Rebels from the Free Syrian Army walk on a street in Damascus in this picture provided by Shaam News Network and taken March 23. The Syrian capital came under mortar fire on Sunday and Monday.
Ward Al-Keswani/Shaam News Network
Reuters /Landov
Rebels from the Free Syrian Army walk on a street in Damascus in this picture provided by Shaam News Network and taken March 23. The Syrian capital came under mortar fire on Sunday and Monday.

The author is a Syrian citizen living in Damascus who is not being further identified out of safety concerns.

Syrian rebels carried out mortar and rocket attacks on Sunday and Monday in what appeared to mark a new escalation in the fighting over the Syrian capital.

At least two people were killed and dozens injured, according to the state-run media in Syria. The United Nations announced it was relocating about half of the 100 members of its international staff in the city for security reasons.

The rebels have periodically attacked Damascus with mortar shells before, but the magnitude of Monday's attack, felt in every city neighborhood, was much more intense than before and left many Damascenes feeling caught in the crossfire.

The two sides exchanged fire all night, which included sporadic shelling from the government batteries placed in the hills around the capital. Damascenes are now used to those sounds and accustomed to interrupted sleep punctured by blasts and thuds. On a bad night, it sounds like continuous loud thunder.

An Early Morning Blast

But Monday morning, a loud boom jolted me from bed. It was louder and closer than usual.

We heard similar blasts on Sunday evening too, when rebels fired a rocket and mortar shells at state television headquarters.

The early morning blast Monday was just the beginning. More explosions roared, one after the next. Two dozen, maybe more. I lost count.

Then, countershelling from government missile batteries began. Everyone in Damascus can recognize that sound. But Monday, even those sounded different more sustained and angry than usual.

Activists later said the government had fired from a huge missile battery in the city, and not just ones in the hills that surround Damascus. This would seem to explain why Damascenes throughout the city heard and felt each retaliatory missile fired from Damascus onto the rebel-held areas on the outskirts.

The attacks and counterattacks went on for several hours.

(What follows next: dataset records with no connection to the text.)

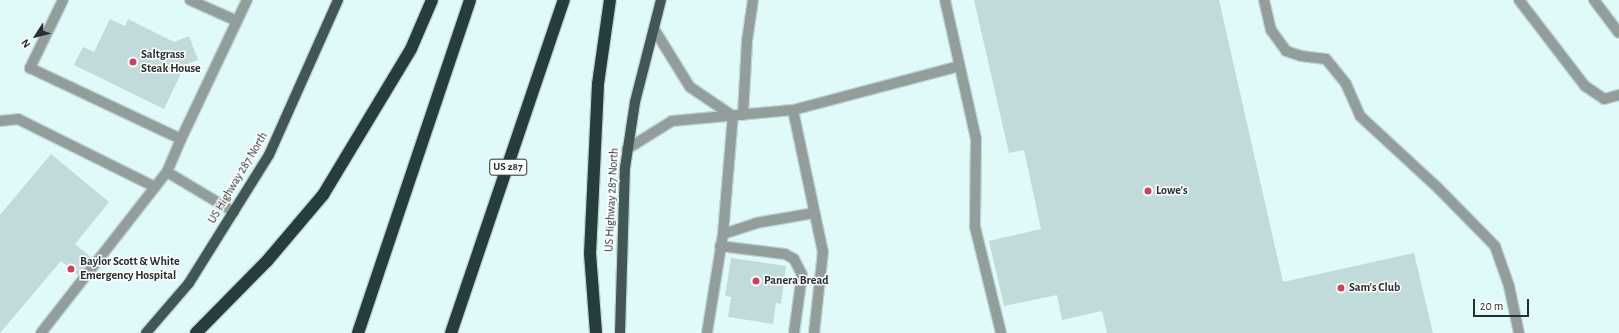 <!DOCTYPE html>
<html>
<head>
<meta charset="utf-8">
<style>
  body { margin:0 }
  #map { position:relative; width:1619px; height:333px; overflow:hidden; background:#dffaf9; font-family:"Alegreya Sans",sans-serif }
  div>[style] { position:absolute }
  .building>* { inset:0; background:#c0dbd9 }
  .roads { filter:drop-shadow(1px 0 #bed5d5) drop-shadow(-1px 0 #bed5d5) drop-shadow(0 1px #bed5d5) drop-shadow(0 -1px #bed5d5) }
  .minor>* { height:10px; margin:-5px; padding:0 5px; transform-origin:5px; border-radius:5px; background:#929d9c }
  .major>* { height:10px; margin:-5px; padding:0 5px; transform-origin:5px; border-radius:5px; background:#425655 }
  .highway>* { height:12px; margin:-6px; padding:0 6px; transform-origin:6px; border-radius:6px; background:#273d3c }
  .dots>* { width:11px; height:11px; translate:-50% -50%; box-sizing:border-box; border:2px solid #fff; border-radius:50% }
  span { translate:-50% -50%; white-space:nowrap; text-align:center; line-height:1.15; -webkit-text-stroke:3px #fff; paint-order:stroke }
  .shield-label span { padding:1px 3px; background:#fff; border:1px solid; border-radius:3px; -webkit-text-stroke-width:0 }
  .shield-label { font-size:11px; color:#252f2f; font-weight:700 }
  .poi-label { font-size:12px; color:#252f2f; font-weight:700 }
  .left { translate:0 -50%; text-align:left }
  .street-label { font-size:12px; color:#252f2f }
  .north { position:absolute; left:16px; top:16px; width:40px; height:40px; -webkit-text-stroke:3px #fff; paint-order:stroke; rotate:234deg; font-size:11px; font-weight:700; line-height:16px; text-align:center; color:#252f2f }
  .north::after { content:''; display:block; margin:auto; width:14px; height:18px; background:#252f2f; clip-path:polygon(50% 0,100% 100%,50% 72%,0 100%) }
  .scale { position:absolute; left:1473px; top:299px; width:56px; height:18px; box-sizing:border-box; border:2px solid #252f2f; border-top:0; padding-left:5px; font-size:12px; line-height:14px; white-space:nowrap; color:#252f2f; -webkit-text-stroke:3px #fff; paint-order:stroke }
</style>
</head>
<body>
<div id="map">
  <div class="building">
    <div style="clip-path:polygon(974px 0,1219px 0,1283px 282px,1414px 253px,1433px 333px,1107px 333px,1102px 311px,1062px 320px,1057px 295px,1004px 306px,989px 241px,1041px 229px,1024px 150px,1009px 153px)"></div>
    <div style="clip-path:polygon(110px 19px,125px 26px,128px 19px,174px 42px,189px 36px,198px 60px,185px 65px,164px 109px,74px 65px,83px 47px,94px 52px)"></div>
    <div style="clip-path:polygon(51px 154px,109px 202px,75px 244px,92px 258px,78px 275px,61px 261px,0 333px,0 215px)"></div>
    <div style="clip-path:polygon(731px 258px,786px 266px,781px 304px,776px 303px,773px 324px,728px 317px,731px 297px,725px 296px)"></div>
  </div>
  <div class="roads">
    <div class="minor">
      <div style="left:63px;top:0;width:76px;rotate:115.9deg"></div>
      <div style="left:30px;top:68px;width:167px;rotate:25.2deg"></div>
      <div style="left:181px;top:139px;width:36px;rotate:113deg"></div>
      <div style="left:167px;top:172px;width:78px;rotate:30.8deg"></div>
      <div style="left:190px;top:0;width:51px;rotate:24.1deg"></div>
      <div style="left:945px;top:0;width:142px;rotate:77.4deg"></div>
      <div style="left:976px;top:139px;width:88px;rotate:90.7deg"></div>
      <div style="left:975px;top:227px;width:109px;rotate:76.2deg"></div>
      <div style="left:1264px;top:0;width:31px;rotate:77deg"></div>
      <div style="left:1271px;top:30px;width:26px;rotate:54deg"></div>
      <div style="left:1286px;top:51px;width:16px;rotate:18deg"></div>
      <div style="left:1301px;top:56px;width:25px;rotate:7deg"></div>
      <div style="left:1326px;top:59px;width:32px;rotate:51deg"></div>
      <div style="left:1346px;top:84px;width:35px;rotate:66deg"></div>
      <div style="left:1360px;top:116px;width:106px;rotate:42.7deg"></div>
      <div style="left:1438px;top:188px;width:81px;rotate:45.5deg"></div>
      <div style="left:1495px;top:246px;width:42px;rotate:70.7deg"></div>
      <div style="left:1509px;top:286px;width:48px;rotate:78deg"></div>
      <div style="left:1519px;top:0;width:108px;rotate:52.5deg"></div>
      <div style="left:1585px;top:86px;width:23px;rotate:34deg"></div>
      <div style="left:1604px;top:99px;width:16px;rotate:-15deg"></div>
      <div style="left:1594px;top:0;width:41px;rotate:52.9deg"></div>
      <div style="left:654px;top:29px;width:68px;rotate:58.2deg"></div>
      <div style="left:690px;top:87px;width:52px;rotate:34deg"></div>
      <div style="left:793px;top:110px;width:145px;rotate:78.1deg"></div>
      <div style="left:823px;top:252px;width:81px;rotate:96.3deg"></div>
      <div style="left:743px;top:115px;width:74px;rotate:-86.9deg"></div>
      <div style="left:747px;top:41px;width:41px;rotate:-81.7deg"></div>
      <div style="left:0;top:121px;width:18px;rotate:-6deg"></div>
      <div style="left:18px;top:119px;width:153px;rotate:26.4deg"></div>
      <div style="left:181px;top:139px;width:154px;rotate:-64.6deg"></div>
      <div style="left:627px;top:149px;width:53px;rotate:-31.9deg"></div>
      <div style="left:672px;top:121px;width:121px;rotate:-5.2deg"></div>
      <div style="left:793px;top:110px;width:172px;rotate:-14.8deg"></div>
      <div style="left:723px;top:234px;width:118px;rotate:-85.2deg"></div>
      <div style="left:720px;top:246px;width:65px;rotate:7deg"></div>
      <div style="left:785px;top:254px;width:10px;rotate:29deg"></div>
      <div style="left:794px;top:259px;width:18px;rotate:63deg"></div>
      <div style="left:802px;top:275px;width:59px;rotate:97.9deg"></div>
      <div style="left:41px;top:333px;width:204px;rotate:-52deg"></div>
      <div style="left:707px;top:333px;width:100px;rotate:-80.8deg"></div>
      <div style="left:723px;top:234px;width:35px;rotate:-18deg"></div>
      <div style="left:756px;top:223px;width:59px;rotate:-9.8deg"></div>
    </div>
    <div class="major">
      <div style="left:146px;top:333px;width:66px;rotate:-49.3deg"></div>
      <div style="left:189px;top:283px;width:151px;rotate:-58deg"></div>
      <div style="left:269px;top:155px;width:170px;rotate:-66deg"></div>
      <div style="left:620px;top:333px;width:165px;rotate:-88.3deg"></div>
      <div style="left:625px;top:168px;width:67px;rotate:-81.4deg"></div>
      <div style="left:635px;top:102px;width:105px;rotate:-75.7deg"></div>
    </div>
    <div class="highway">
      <div style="left:196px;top:333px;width:101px;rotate:-45.4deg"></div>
      <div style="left:267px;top:261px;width:87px;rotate:-49.7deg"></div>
      <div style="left:323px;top:195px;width:170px;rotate:-58.9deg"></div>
      <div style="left:411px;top:49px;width:53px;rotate:-66.8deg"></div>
      <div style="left:358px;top:333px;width:351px;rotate:-71.4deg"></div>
      <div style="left:451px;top:333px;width:352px;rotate:-71.3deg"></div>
      <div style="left:596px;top:333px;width:79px;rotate:-94.3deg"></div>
      <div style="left:590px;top:254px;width:170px;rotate:-87.3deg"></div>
      <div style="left:598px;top:84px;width:85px;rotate:-81.9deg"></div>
    </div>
  </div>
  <div class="dots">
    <div style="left:133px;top:62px;background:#d0405e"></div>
    <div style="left:1148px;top:191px;background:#d0405e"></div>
    <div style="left:71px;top:269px;background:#d0405e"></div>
    <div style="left:756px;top:281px;background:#d0405e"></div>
    <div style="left:1341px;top:288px;background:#d0405e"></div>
  </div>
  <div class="shield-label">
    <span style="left:508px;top:167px">US 287</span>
  </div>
  <div class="poi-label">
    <span class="left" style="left:141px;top:62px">Saltgrass<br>Steak House</span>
    <span class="left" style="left:1156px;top:191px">Lowe's</span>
    <span class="left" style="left:80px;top:269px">Baylor Scott &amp; White<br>Emergency Hospital</span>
    <span class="left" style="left:764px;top:281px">Panera Bread</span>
    <span class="left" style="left:1349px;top:288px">Sam's Club</span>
  </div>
  <div class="street-label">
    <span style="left:238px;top:178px;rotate:-59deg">US Highway 287 North</span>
    <span style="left:612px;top:200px;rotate:-87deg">US Highway 287 North</span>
  </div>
  <div class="north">N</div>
  <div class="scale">20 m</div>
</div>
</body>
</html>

I had been through similar shooting exchanges two or three times before, the most recent being just last Tuesday, when rebels fired onto the neighborhood of Malki, an affluent residential areas where President Bashar Assad lives. But there was a widespread belief that this was the heaviest such shooting yet in the capital.

Rebel Warnings

Every now and then, Damascus is abuzz with the latest statements from rebels claiming that the "final battle" for Damascus has arrived.

"The shaking of fortresses has begun," a rebel brigade, Liwa al Islam, said in a statement referring to regime targets in the capital.

"Government installations shall be targeted, including presidential, military and intelligence. They will be pounded with surface-to-surface missiles," it added. "We advise our fellow citizen who live near such government targets to hurriedly leave to a more secure location. As God is our witness, you have been forewarned."